Shareholders of vehicles known as regulated investment companies can now get a better idea of whether they qualify for—and how to compute—a deduction for pass-through business owners.
The IRS released final rules (T.D. 9899) Wednesday for how the tax law’s 20% deduction works for regulated investment companies, many of which are mutual funds, that receive dividends from real estate investment trusts.
The final rules adopt several parts of a proposed version. The write-off must be reduced by losses or deductions that are partially disallowed in the same tax year, for instance, as well as “conduit treatment” of certain real estate investment trust dividends earned by regulated investment companies.
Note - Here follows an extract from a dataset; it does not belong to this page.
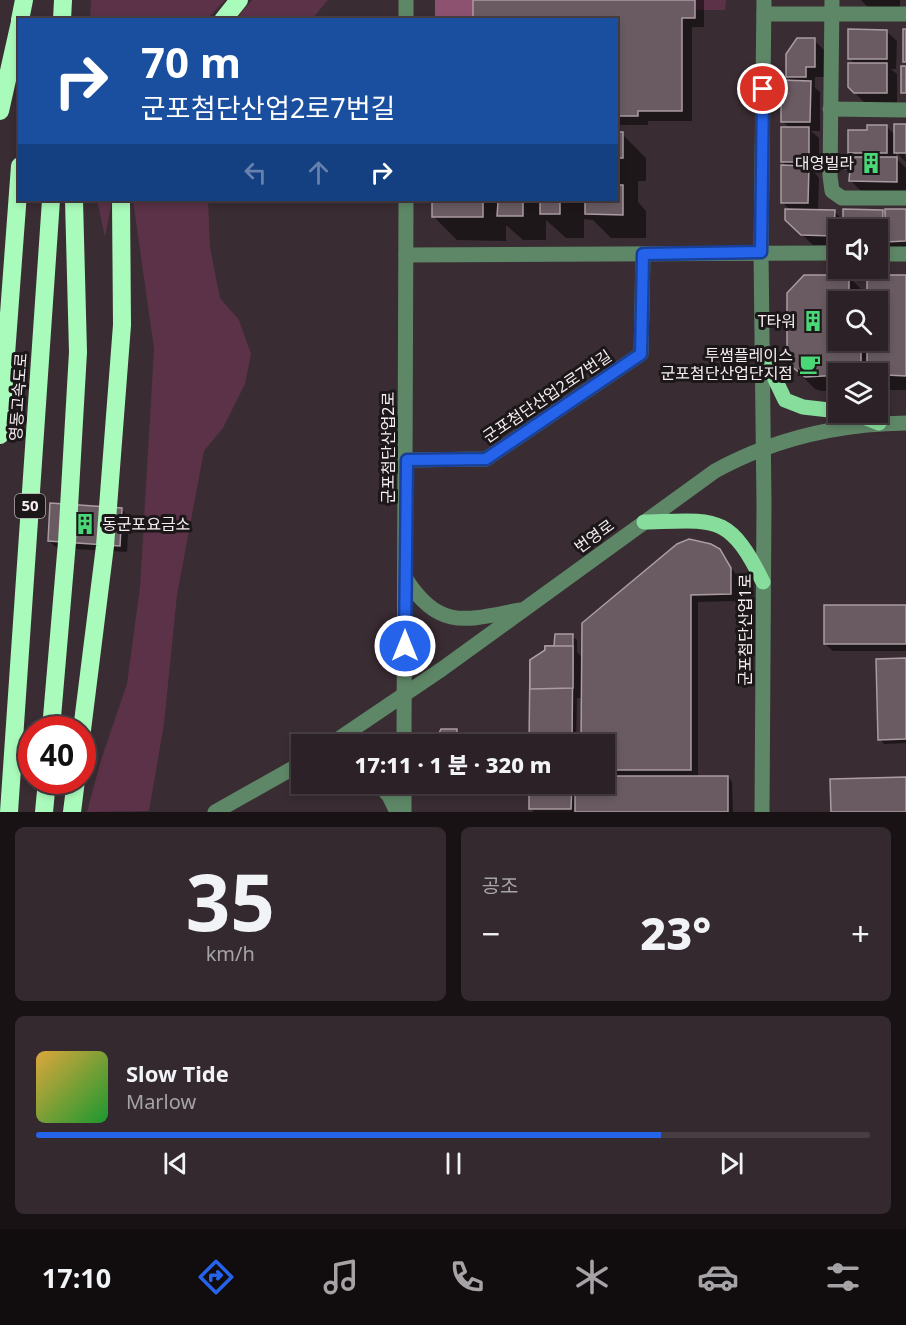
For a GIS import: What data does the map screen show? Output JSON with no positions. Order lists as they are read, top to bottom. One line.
{"streets":{"highway":["영동고속도로","50"],"street":["군포첨단산업2로7번길","군포첨단산업2로","번영로","군포첨단산업1로"]},"crossings":[["군포첨단산업2로7번길","군포첨단산업2로"],["군포첨단산업2로","번영로"],["번영로","군포첨단산업1로"]],"places":{"building":["대영빌라","T타워","동군포요금소"],"cafe":["투썸플레이스 군포첨단산업단지점"]},"page":{"turn":["70 m","군포첨단산업2로7번길"],"limit":"40","trip":"17:11 · 1 분 · 320 m","tile":[["35","km/h"],"공조"],"heat":["−","23°","+"],"song":["Slow Tide","Marlow"],"tabs":"17:10"}}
Stephen Hamilton, a partner at Faegre Drinker Biddle & Reath LLP in Philadelphia, praised the retention of the latter language, calling it “a reasonable interpretation” of the IRS’s authority under the 2017 tax law.
“That way, investors who invest in RICs will be treated the same as people who buy REIT shares directly, which I think is the desirable answer,” he said.
In a statement, the National Association of Real Estate Investment Trusts said it “commends the Treasury Department and the IRS for finalizing this helpful guidance that will continue to allow millions of Americans to obtain the tax deduction for REIT dividends as Congress intended.”
The IRS didn’t allow this treatment for publicly traded partnership income earned by regulated investment companies in the proposed rules and said it will “continue to consider” comments requesting such treatment and “whether it is appropriate and practicable” to provide it.
The Master Limited Partnership Association, now known as the Energy Infrastructure Council, laid out how this could work in an April 2019 letter to the agency, emphasizing that “it is increasingly important for MLPs to have RICs as investors” in light of tax policy changes and energy regulations affecting the industry.
The IRS’s decision not to extend this treatment to income these investment vehicles receive from investments in publicly traded partnerships was “not a surprise,” Joseph Opich, a partner at Paul Hastings LLP in New York, wrote in an email.
“The IRS has in the past been reluctant to extend its general rules in several areas to PTPs and frequently continues to leave the issues ‘reserved,’” he wrote, adding that he generally didn’t see the rules as controversial.
The tax law allowed owners of limited liability companies, sole proprietorships, partnerships, and other pass-through business structures to write off a fifth of their income from those sources, subject to limits based on income, employment, and line of work.
It was initially unclear under the tax code Section 199A provisions whether shareholders of regulated investment companies—which can avoid entity-level income tax and are subject to myriad restrictions—would qualify.